Using satellite imagery and AI, researchers have mapped human activity at sea with more precision than ever before. The effort exposed a huge amount of industrial activity that previously flew under the radar, from suspicious fishing operations to an explosion of offshore energy development.
The maps were published today in the journal Nature. The research led by Google-backed nonprofit Global Fishing Watch revealed that a whopping three-quarters of the world’s industrial fishing vessels are not publicly tracked. Up to 30 percent of transport and energy vessels also escape public tracking.
Those blind spots could hamper global conservation efforts, the researchers say. To better protect the world’s oceans and fisheries, policymakers need a more accurate picture of where people are exploiting resources at sea.
Nearly every nation on Earth has agreed to a joint goal of protecting 30 percent of Earth’s land and waters by 2030 under the Kunming-Montreal Global Biodiversity Framework adopted last year. “The question is which 30 percent should we protect? And you can’t have discussions about where the fishing activity, where the oil platforms are unless you have this map,” says David Kroodsma, one of the authors of the Nature paper and director of research and innovation at Global Fishing Watch.
Until now, Global Fishing Watch and other organizations relied primarily on the maritime Automatic Identification System (AIS) to see what was happening at sea. The system tracks vessels that carry a box that sends out radio signals, and the data has been used in the past to document overfishing and forced labor on vessels. Even so, there are major limitations with the system. Requirements to carry AIS vary by country and vessel type. And it’s pretty easy for someone to turn the box off when they want to avoid detection, or cruise through locations where signal strength is spotty.
To fill in the blanks, Kroodsma and his colleagues analyzed 2,000 terabytes of imagery from the European Space Agency’s Sentinel-1 satellite constellation. Instead of taking traditional optical imagery, which is like snapping photos with a camera, Sentinel-1 uses advanced radar instruments to observe the surface of the Earth. Radar can penetrate clouds and “see” in the dark — and it was able to spot offshore activity that AIS missed.
Since 2,000 terabytes is an enormous amount of data to crunch, the researchers developed three deep-learning models to classify each detected vessels, estimate their size, and sort out different kinds of offshore infrastructure. They monitored some 15 percent of the world’s oceans where 75 percent of industrial activity takes place, paying attention to both vessel movements and the development of stationary offshore structures like oil rigs and wind turbines between 2017 and 2021.
While fishing activity dipped at the onset of the covid-19 pandemic in 2020, they found dense vessel traffic in areas that “previously showed little to no vessel activity” in public tracking systems — particularly around South and Southeast Asia, and the northern and western coasts of Africa.
A boom in offshore energy development was also visible in the data. Wind turbines outnumbered oil structures by the end of 2020. Turbines made up 48 percent of all ocean infrastructure by the following year, while oil structures accounted for 38 percent.
Nearly all of the offshore wind development took place off the coasts of northern Europe and China. In the Northeast US, clean energy opponents have tried to falsely link whale deaths to upcoming offshore wind development even though evidence points to vessel strikes being the problem.
Oil structures have a lot more vessels swarming around them than wind turbines. Tank vessels are used at times to transport oil to shore as an alternative to pipelines. The number of oil structures grew 16 percent over the five years studied. And offshore oil development was linked to five times as much vessel traffic globally as wind turbines in 2021. “The actual amount of vessel traffic globally from wind turbines is tiny, compared to the rest of traffic,” Kroodsma says.

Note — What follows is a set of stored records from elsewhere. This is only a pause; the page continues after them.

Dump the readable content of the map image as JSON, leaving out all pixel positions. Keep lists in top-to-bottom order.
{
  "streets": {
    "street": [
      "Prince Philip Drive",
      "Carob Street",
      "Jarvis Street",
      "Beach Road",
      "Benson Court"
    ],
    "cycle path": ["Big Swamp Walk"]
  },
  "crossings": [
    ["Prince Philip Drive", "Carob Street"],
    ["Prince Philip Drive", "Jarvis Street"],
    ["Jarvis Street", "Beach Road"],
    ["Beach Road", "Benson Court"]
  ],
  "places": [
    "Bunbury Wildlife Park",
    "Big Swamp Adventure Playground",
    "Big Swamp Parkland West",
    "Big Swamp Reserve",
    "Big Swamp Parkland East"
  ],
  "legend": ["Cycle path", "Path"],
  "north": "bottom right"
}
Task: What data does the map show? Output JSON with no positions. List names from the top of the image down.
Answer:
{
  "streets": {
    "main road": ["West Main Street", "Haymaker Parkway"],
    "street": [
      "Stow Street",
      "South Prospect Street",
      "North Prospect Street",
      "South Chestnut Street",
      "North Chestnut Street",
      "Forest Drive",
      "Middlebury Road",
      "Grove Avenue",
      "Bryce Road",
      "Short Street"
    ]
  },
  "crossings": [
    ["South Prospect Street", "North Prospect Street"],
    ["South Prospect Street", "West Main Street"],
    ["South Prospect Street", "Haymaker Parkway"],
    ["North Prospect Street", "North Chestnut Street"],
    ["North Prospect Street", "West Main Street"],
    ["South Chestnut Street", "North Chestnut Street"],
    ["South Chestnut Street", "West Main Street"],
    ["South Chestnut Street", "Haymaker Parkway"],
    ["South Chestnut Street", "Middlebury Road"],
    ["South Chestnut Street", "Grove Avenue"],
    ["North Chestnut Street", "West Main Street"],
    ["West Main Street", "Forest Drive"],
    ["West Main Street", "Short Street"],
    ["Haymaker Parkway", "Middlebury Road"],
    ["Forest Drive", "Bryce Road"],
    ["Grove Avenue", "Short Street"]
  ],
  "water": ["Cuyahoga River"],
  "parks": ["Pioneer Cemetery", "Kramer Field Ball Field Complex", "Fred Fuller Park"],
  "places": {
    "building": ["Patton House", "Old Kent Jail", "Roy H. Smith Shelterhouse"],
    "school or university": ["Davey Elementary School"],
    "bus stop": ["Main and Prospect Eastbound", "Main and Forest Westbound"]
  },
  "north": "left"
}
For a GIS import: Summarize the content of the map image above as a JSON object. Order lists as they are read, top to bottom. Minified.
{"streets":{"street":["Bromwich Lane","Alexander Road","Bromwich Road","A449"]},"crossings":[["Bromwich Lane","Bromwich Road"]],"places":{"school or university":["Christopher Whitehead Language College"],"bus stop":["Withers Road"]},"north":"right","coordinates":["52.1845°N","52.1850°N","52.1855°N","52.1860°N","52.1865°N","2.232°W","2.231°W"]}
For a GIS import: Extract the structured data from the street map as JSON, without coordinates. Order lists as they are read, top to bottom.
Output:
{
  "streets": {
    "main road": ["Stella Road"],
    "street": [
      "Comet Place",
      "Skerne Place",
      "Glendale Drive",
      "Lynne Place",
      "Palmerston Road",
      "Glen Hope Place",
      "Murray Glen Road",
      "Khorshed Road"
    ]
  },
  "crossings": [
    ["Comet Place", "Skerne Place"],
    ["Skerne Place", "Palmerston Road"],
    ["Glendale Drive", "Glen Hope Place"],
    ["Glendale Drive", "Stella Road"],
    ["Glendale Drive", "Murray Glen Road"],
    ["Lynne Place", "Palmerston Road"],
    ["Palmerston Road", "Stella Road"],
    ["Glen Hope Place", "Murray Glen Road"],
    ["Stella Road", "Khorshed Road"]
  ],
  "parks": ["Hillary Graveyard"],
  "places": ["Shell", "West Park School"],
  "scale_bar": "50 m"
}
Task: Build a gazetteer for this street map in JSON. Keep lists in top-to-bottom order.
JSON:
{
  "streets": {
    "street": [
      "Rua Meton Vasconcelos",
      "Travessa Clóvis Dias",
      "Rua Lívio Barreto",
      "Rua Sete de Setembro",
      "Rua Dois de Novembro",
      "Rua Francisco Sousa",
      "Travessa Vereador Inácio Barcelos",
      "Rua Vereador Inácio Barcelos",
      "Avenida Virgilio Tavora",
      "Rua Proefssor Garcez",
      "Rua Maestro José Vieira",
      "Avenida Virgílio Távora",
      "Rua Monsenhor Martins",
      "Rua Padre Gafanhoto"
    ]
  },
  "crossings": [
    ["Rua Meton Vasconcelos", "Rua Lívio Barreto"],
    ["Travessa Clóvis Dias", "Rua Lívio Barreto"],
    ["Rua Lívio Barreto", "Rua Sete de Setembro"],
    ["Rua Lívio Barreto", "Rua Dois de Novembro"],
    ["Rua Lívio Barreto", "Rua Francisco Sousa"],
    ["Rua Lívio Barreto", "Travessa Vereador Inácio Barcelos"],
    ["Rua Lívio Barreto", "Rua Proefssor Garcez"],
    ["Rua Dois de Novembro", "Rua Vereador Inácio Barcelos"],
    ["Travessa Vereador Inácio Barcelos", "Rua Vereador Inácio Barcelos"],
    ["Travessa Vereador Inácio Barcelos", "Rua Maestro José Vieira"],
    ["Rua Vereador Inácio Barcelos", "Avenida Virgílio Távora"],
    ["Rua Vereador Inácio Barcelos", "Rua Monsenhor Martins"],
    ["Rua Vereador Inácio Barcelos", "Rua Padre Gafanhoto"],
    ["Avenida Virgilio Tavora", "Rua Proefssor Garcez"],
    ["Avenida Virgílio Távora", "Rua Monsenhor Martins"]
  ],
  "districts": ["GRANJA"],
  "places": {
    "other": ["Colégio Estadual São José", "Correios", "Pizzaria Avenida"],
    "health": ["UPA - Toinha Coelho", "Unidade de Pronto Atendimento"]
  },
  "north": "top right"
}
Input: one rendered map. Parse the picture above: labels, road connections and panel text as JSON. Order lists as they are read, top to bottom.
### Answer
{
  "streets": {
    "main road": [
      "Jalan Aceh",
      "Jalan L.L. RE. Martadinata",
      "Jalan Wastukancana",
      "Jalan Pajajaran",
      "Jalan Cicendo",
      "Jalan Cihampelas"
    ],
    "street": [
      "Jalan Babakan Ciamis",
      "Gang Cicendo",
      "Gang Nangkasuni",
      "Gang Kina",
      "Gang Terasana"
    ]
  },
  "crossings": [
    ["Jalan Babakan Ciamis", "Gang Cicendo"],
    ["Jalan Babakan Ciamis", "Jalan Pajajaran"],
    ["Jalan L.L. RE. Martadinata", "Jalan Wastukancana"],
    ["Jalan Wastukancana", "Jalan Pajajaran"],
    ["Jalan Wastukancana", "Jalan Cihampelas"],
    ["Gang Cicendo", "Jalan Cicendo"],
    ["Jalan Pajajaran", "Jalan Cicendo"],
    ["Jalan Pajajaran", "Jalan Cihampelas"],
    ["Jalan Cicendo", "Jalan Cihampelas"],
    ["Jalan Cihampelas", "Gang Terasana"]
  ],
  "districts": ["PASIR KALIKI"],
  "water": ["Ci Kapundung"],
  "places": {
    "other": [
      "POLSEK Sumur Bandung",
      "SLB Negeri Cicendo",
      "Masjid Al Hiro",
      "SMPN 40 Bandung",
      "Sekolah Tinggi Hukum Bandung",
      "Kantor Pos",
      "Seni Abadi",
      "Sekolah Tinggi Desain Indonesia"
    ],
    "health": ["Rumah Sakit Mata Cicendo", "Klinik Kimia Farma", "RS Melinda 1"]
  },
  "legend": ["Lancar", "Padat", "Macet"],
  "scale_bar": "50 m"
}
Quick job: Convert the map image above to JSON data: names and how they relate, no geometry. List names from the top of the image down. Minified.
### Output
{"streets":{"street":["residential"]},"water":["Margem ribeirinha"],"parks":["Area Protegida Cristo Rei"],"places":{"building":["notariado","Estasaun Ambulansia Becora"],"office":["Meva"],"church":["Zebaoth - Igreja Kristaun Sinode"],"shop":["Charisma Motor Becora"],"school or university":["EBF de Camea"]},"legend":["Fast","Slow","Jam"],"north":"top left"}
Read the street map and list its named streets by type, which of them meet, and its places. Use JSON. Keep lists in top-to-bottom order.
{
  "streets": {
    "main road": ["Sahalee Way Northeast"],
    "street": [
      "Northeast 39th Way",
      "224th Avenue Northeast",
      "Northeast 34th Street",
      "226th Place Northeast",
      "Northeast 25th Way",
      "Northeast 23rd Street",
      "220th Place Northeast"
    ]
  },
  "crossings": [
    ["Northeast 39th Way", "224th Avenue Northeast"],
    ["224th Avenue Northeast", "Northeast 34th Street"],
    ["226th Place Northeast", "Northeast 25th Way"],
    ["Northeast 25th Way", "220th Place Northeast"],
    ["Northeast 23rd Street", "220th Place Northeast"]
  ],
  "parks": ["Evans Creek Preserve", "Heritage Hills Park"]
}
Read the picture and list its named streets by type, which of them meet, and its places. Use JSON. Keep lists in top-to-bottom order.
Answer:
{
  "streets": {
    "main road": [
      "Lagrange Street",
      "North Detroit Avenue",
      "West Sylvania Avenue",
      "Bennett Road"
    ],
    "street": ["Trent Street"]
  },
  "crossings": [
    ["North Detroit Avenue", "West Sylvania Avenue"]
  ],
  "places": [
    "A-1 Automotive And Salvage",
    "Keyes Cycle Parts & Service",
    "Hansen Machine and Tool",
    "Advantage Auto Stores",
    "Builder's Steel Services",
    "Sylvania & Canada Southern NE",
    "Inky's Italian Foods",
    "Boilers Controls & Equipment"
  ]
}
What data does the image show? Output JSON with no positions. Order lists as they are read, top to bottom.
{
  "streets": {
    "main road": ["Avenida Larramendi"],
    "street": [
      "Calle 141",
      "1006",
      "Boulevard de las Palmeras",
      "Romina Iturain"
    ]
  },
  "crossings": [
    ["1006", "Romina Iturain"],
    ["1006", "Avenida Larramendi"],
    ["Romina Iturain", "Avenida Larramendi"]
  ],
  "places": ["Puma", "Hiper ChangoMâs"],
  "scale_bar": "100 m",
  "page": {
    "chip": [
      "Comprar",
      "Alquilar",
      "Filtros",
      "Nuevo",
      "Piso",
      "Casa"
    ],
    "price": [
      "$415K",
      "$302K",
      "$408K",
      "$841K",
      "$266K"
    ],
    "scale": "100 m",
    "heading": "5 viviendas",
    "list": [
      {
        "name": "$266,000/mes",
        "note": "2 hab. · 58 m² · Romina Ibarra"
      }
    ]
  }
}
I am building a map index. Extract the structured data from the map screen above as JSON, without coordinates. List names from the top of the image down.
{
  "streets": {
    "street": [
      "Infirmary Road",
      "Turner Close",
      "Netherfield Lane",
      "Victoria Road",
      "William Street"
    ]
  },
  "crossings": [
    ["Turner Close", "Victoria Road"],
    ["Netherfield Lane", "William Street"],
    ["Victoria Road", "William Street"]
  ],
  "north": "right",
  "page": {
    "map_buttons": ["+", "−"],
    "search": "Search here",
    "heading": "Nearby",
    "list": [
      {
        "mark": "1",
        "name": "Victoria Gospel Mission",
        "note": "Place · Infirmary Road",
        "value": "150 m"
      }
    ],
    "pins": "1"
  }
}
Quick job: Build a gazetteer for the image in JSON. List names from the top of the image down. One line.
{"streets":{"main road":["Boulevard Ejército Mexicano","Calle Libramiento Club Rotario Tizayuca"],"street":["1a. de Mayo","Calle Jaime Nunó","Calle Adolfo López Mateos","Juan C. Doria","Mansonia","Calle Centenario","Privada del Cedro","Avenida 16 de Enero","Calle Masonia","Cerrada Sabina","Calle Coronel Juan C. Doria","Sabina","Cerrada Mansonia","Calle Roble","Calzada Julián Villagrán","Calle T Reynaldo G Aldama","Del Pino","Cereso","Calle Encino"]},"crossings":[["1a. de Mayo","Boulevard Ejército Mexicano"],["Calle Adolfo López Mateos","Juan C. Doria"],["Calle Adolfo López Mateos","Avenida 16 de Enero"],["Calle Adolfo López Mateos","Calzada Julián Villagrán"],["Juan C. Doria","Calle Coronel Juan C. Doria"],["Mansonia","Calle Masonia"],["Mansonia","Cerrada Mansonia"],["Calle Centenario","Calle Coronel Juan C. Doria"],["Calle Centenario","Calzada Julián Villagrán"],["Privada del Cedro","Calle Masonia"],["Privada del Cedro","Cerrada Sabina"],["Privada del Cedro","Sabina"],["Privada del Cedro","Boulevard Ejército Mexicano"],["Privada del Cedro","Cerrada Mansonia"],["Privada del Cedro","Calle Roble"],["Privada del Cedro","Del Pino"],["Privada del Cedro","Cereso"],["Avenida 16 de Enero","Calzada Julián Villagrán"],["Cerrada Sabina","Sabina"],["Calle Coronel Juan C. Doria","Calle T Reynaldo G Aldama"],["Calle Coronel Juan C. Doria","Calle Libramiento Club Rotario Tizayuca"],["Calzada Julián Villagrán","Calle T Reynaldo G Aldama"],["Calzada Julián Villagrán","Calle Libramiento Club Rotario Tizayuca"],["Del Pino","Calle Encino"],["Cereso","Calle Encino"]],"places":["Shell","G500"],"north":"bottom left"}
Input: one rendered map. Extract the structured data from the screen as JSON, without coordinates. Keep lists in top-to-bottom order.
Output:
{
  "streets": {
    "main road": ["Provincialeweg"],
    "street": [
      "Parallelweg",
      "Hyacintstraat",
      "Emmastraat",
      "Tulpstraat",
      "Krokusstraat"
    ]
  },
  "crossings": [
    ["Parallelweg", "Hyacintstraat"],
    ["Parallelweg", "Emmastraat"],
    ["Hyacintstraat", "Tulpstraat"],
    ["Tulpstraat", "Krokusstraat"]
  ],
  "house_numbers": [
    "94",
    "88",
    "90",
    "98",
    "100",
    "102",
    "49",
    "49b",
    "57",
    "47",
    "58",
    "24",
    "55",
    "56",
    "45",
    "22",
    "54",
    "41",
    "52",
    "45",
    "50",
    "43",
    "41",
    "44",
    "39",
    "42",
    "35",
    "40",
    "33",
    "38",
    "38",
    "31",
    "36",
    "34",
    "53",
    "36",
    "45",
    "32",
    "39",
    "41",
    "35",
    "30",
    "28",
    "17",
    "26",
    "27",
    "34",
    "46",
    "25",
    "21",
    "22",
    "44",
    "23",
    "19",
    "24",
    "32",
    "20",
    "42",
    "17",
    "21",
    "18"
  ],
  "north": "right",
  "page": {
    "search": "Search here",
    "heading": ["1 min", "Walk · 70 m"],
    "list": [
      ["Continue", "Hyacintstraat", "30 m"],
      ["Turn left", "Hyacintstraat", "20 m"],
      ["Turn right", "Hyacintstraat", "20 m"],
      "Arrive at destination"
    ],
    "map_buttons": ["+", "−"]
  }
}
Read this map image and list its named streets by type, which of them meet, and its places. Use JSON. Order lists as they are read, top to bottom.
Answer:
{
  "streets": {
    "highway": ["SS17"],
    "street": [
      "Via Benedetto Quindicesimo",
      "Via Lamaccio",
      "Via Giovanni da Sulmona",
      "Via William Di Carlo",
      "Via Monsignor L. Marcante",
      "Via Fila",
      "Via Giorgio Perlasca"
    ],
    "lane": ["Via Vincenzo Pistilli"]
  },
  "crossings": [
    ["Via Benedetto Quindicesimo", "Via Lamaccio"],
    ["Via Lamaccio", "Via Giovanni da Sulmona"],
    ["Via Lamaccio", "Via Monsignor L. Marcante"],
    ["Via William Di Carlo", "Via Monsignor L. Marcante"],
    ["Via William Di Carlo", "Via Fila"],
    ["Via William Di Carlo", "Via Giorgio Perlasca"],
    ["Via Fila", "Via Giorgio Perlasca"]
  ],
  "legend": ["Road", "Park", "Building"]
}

When asked whether this type of study would have been possible without artificial intelligence, “The short answer is no, I don’t think so,” says Fernando Paolo, lead author of the study and machine learning engineer at Global Fishing Watch. “Deep learning excels at finding patterns in large amounts of data.”
New machine learning tools being developed as open-source software to process global satellite imagery “democratize access to data and tools and allow researchers, analysts and policymakers in low-income countries to leverage tracking technologies at low cost,” says another article published in Nature today that comments on Paolo and Kroodsma’s research. “Until now, no comprehensive, global map of these different types of maritime infrastructure had been available,” says the article written by Microsoft postdoctoral researcher Konstantin Klemmer and University of Colorado Boulder assistant professor Esther Rolf.
The technological advances come at a crucial time for documenting fast-moving changes in maritime activity, while nations try to stop climate change and protect biodiversity before its too late. “The reason this matters is because it’s getting more crowded [at sea] and it’s getting more used and suddenly you have to decide how we’re going to manage this giant global commons,” Kroodsma tells The Verge. “It can’t be the Wild West. And that’s the way it’s been historically.”